There are several people Erik Hood credits for his success growing up in Philadelphia.
Kobe Bryant’s father, Joe Bryant, was instrumental as a mentor. Others include former Utah Jazz player Mo Howard, who is the father of Hood’s best friend and head basketball coach at La Salle University, Ashley Howard. Hood’s high school coach, Bill Ellerbee and his AAU coach Tennis Young, also made an impact on his life, along with others.
Most recently, it was Harry Cannon, known by many as “Coach.”
Shortly after Hood moved to Ahwatukee, he expressed interest in coaching basketball. “Coach” set him up with South Mountain High School Athletic Director Brian Fair and head basketball coach Jeremy Soria, who offered him a job shortly after.

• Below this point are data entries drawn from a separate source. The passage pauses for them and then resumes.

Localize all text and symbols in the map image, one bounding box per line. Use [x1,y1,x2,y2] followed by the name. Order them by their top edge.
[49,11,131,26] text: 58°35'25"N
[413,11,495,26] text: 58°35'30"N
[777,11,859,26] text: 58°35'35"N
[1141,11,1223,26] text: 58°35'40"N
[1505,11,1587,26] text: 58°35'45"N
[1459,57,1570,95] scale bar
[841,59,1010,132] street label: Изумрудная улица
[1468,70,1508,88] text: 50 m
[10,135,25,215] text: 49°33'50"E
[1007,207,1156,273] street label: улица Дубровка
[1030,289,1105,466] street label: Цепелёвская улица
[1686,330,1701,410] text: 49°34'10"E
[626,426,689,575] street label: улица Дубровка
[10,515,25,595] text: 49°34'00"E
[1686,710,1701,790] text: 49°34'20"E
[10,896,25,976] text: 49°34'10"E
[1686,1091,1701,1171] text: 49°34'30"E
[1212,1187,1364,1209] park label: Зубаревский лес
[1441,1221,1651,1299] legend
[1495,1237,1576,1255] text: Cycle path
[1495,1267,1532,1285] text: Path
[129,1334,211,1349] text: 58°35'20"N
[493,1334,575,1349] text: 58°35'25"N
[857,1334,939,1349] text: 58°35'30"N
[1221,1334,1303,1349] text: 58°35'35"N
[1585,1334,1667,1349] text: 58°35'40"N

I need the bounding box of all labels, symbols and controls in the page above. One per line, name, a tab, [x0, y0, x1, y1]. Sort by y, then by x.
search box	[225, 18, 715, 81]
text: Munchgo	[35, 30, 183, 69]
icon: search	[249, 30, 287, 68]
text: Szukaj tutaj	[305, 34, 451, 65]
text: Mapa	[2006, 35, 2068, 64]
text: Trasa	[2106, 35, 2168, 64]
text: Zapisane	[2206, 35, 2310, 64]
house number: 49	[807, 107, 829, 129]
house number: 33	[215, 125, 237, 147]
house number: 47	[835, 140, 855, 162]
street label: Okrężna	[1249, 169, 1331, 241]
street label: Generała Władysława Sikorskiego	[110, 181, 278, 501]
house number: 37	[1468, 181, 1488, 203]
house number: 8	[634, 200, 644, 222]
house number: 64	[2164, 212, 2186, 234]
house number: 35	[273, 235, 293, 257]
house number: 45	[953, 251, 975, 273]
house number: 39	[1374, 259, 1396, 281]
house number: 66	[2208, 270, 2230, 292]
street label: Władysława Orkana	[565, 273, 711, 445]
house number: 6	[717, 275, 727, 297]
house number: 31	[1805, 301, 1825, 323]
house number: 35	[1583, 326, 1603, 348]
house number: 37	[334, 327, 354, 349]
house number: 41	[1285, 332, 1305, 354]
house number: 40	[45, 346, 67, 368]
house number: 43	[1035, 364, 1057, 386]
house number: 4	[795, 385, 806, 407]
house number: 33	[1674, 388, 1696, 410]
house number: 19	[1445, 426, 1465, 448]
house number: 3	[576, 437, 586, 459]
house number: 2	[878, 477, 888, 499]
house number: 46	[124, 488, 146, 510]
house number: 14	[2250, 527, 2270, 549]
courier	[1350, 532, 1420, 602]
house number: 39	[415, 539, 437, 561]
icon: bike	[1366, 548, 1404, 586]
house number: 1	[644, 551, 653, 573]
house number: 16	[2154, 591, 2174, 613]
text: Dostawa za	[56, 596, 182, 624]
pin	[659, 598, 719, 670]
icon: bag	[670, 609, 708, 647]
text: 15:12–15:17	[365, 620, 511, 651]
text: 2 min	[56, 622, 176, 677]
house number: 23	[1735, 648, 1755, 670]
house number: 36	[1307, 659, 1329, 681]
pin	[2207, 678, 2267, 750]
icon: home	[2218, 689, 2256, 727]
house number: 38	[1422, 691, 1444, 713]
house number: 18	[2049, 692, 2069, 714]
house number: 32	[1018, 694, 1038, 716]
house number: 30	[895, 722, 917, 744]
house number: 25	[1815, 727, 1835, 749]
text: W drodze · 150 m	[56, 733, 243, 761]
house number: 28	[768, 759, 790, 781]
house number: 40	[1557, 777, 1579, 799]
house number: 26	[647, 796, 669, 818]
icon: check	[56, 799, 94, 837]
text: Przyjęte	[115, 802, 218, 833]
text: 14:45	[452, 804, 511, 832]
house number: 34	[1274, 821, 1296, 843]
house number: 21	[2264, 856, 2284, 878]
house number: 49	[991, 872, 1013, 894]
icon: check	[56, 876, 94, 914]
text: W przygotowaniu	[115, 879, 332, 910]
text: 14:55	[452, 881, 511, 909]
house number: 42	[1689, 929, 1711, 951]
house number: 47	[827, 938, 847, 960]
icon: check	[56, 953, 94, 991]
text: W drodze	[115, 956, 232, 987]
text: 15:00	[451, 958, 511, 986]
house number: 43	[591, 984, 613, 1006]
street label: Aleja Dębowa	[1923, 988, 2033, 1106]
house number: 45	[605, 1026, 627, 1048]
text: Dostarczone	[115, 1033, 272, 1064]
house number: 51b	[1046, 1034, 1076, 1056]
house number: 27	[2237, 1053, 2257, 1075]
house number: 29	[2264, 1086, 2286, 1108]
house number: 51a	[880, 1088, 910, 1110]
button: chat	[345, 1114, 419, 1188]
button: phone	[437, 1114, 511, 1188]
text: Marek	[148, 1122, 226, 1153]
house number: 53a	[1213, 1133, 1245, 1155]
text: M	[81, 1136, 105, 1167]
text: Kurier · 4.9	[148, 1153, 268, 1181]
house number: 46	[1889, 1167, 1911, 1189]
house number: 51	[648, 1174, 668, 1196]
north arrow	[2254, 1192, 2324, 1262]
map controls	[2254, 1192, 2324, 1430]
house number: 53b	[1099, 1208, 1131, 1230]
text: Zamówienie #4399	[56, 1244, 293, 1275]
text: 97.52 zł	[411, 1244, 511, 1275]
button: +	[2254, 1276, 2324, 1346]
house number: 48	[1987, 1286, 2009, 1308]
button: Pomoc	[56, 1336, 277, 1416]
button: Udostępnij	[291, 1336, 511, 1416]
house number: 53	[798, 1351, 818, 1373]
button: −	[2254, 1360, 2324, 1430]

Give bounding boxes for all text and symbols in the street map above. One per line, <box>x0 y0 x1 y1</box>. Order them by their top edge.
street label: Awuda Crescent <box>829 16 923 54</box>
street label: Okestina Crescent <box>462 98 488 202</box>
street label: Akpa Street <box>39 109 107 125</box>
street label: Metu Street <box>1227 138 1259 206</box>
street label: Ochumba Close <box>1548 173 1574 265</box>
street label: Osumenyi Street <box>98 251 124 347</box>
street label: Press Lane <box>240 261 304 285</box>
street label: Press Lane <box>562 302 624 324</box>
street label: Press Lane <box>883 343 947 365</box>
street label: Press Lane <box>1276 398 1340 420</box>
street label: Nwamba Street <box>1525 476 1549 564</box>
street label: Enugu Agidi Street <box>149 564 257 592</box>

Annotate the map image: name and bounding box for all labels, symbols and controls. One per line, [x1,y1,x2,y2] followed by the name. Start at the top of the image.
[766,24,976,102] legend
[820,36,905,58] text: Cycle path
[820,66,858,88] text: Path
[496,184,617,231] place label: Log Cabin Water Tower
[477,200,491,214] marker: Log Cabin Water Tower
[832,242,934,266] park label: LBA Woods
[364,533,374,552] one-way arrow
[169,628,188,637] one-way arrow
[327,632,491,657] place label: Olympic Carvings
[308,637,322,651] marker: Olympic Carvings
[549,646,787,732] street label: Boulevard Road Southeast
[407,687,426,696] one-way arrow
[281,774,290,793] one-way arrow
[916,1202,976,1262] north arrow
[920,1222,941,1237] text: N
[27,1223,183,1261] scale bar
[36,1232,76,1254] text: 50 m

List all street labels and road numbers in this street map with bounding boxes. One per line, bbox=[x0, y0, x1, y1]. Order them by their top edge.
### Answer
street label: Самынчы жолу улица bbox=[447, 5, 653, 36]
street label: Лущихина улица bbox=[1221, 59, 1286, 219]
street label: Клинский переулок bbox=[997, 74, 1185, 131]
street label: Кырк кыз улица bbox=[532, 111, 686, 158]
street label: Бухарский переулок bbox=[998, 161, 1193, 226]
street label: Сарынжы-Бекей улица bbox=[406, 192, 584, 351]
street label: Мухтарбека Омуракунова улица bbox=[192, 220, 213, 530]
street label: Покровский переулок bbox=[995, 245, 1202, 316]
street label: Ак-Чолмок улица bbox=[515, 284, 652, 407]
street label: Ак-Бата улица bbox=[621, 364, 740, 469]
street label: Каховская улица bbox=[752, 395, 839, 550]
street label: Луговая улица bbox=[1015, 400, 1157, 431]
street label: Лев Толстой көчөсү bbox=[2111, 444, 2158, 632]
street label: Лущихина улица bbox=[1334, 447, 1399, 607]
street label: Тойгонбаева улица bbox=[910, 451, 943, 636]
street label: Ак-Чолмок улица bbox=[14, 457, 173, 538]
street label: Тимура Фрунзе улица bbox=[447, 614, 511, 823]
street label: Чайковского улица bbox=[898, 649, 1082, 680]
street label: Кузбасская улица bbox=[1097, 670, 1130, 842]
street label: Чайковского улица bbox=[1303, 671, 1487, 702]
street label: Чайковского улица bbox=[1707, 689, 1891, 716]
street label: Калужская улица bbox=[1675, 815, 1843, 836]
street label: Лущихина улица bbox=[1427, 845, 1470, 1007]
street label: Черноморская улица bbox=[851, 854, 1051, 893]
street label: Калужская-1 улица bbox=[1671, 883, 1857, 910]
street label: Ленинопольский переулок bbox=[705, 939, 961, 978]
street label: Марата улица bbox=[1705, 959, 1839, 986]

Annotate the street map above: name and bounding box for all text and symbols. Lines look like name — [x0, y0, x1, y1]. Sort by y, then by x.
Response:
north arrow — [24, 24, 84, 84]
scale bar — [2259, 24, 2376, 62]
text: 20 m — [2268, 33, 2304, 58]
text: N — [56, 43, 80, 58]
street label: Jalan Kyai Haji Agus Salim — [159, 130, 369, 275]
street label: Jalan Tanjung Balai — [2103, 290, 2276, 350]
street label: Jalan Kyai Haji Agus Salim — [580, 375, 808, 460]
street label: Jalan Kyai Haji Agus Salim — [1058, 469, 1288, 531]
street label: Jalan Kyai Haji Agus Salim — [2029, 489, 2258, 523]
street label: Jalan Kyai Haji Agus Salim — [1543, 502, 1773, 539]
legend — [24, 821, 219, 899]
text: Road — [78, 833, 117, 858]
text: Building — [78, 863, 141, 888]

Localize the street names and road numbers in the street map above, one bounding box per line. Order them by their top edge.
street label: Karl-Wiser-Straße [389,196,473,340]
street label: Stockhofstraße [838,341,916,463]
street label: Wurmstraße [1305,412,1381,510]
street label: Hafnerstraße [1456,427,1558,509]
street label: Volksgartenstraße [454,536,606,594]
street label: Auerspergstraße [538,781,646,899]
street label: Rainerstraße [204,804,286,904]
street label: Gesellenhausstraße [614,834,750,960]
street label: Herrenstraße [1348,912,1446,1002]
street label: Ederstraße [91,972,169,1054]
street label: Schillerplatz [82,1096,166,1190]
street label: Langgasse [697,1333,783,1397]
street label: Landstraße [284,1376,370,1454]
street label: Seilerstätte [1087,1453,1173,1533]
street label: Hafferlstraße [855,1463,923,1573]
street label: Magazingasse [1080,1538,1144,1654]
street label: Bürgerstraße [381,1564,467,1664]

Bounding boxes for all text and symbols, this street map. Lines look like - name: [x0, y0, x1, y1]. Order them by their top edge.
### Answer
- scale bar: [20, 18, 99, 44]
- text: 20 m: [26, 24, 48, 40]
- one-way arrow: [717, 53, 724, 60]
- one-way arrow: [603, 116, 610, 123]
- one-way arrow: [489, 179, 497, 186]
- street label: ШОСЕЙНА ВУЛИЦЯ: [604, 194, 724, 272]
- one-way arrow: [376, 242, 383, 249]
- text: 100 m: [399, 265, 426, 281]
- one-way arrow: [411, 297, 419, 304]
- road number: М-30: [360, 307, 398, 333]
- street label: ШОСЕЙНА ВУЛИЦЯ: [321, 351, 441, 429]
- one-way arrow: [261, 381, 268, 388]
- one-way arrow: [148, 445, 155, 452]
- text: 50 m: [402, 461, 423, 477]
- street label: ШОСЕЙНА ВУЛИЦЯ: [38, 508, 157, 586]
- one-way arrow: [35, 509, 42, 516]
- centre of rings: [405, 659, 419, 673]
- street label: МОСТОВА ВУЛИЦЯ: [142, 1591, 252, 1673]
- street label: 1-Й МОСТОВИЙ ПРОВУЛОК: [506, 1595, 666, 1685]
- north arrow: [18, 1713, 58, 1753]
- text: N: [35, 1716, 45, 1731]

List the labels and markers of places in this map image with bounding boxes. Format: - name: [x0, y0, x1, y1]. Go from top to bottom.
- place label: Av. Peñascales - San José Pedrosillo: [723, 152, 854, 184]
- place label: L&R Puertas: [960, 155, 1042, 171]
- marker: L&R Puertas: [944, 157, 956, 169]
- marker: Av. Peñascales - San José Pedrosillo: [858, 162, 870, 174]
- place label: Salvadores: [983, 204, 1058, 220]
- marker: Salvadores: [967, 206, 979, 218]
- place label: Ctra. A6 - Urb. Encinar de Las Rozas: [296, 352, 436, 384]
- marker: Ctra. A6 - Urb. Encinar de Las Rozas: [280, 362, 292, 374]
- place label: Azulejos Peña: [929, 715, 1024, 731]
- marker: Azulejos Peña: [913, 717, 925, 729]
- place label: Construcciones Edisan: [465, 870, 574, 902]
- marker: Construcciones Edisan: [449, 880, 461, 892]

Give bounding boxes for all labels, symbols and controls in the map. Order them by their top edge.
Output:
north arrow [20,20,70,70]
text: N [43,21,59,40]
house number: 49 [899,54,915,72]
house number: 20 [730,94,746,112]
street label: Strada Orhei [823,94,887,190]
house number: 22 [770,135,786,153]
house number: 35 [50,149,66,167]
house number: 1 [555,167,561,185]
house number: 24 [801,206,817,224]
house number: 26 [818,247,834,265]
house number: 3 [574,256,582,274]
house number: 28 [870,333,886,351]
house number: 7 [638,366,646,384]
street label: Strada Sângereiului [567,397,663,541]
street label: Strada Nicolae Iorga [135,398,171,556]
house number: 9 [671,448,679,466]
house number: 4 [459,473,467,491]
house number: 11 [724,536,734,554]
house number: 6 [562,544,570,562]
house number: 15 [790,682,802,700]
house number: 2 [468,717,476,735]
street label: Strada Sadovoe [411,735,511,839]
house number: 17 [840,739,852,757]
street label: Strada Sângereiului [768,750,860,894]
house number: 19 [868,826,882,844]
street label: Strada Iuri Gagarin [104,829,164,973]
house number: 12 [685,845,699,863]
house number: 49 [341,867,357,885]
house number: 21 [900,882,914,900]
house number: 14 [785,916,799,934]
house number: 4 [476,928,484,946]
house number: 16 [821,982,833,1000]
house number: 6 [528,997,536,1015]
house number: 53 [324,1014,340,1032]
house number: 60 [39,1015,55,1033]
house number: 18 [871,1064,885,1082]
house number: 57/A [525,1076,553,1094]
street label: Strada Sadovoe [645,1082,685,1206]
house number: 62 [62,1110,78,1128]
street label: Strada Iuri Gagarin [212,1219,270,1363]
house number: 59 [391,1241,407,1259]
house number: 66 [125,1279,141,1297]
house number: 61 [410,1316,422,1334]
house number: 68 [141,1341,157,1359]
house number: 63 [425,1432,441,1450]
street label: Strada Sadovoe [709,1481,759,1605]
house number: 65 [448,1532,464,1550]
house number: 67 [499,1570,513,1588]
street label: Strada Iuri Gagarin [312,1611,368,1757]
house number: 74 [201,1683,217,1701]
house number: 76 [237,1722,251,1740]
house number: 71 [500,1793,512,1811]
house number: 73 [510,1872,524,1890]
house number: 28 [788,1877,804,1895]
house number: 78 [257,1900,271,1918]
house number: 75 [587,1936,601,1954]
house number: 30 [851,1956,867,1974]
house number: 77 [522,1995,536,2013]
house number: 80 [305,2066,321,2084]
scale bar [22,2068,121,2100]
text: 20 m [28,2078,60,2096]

“Harry Cannon put everything in motion for me,” Hood said. “He’s the one responsible.”
Now 3 years into his role as the head junior varsity coach at South Mountain, Hood used the help he received as a kid to assist those in the south Phoenix community.
Hood received the Community and Service Special Presentation in February for the positive impact he makes on the lives of youth in the community from A Permanent Voice, a south Phoenix based organization. He was presented the award during halftime of South Mountain’s final home game.
“It was huge, I was taken back by it,” Hood said. “When you do things with good, pure intentions, you don’t look to get recognized. So, to be recognized for something that was done for me when I was these kids’ age, it was humbling.
“I’m just doing what I believe I’m supposed to do for the youth.”
Hood helps those involved in the South Mountain basketball program as well as players on his AAU team, which is named after his nephew and former University of Arizona standout Rondae Hollis-Jefferson, who currently plays for the Toronto Raptors.
Team Hollis-Jefferson was established in 2017 on the premise of helping high school basketball players find a path to the next level. Hood said the idea was set in motion after he met former Mountain Pointe basketball player Malik Salahuddin at a local Ahwatukee gym.
“Malik happened to be a really solid player,” Hood said. “I told him as long as he continues to work on his game, he has a realistic chance of going to school for free.”
Hood started training Salahuddin. When Hood met his mother, she expressed her concerns with local AAU programs and asked him to start his own.
After a few visits to club camps and tournaments in the Valley, Hood began believing in his ability to not only to create a team, but to be competitive.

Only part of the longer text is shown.